* Task instructions: All lines holding the word "Pedroso" should be located in the records and copied.

* Data for processing:
● ● ● ●

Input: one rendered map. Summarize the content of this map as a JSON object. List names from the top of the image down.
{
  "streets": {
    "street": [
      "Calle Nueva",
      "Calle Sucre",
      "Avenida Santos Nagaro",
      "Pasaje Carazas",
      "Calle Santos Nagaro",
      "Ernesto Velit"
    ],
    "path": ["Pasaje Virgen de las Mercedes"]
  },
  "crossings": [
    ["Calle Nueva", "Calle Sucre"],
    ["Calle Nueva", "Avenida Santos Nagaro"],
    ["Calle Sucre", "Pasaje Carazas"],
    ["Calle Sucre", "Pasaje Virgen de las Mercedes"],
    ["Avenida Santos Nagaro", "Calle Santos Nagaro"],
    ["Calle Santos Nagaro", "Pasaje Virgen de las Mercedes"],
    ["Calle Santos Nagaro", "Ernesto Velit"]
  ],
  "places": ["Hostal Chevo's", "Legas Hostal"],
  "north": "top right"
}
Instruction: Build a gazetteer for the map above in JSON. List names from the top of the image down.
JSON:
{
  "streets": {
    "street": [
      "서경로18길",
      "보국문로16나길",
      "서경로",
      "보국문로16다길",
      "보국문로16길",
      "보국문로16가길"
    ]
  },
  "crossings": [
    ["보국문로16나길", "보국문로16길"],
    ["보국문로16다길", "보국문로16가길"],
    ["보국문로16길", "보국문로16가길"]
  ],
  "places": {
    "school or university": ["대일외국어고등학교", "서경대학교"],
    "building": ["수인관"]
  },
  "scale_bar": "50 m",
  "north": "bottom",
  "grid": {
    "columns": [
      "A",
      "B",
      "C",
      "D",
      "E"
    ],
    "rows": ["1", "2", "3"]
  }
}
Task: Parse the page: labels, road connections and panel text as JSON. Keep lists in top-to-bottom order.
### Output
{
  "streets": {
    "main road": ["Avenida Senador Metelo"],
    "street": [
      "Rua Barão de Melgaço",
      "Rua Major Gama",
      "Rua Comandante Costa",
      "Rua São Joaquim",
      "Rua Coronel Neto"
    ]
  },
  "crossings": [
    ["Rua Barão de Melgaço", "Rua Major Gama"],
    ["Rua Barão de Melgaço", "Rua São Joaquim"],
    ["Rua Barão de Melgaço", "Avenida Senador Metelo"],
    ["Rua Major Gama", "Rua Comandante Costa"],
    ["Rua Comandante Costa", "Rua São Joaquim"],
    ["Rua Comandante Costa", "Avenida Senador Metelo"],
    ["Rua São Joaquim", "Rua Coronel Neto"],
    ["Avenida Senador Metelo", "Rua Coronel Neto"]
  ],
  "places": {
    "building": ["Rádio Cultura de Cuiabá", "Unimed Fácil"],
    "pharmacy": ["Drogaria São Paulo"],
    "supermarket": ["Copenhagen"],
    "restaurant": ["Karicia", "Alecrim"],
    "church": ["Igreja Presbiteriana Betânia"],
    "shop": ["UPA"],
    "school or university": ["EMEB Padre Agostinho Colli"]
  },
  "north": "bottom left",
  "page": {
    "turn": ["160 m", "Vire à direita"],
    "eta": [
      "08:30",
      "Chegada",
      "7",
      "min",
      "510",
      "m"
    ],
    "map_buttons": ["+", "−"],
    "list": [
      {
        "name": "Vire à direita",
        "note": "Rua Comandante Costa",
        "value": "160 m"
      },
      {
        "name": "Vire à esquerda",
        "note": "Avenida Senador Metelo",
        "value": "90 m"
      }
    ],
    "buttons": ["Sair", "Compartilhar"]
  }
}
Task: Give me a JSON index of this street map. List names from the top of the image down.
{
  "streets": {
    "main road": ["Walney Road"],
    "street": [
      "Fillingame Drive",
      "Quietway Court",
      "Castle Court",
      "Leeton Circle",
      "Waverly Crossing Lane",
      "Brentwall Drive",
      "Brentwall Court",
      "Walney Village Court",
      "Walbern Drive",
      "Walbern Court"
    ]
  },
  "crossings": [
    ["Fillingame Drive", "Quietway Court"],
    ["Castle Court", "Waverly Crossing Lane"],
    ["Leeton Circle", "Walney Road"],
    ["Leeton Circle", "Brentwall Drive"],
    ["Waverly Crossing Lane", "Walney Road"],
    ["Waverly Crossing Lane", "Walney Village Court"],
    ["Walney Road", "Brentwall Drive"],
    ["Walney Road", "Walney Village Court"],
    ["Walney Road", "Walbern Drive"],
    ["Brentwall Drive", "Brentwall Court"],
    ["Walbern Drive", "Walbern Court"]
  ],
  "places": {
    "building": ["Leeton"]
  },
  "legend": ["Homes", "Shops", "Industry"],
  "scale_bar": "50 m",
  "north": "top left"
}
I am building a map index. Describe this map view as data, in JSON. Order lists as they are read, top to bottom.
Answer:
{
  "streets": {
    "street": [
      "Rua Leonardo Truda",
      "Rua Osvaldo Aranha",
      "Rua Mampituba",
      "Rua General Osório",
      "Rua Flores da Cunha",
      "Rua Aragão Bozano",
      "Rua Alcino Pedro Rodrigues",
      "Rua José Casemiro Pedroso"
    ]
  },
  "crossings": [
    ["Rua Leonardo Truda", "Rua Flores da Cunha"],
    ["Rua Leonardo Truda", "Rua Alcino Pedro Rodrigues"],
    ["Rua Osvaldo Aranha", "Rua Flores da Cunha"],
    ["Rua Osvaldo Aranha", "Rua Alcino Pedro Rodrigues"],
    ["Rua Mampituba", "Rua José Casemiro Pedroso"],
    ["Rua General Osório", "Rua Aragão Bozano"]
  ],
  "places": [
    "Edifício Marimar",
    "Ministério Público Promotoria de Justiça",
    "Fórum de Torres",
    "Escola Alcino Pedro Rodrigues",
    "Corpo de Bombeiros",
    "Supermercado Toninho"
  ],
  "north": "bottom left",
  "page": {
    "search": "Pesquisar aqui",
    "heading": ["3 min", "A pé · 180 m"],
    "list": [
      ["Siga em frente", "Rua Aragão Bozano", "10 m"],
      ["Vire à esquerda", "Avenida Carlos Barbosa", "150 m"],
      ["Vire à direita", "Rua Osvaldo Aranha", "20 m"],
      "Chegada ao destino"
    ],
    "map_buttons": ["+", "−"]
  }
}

● ● ● ●

* Task output:
      "Rua José Casemiro Pedroso"
    ["Rua Mampituba", "Rua José Casemiro Pedroso"],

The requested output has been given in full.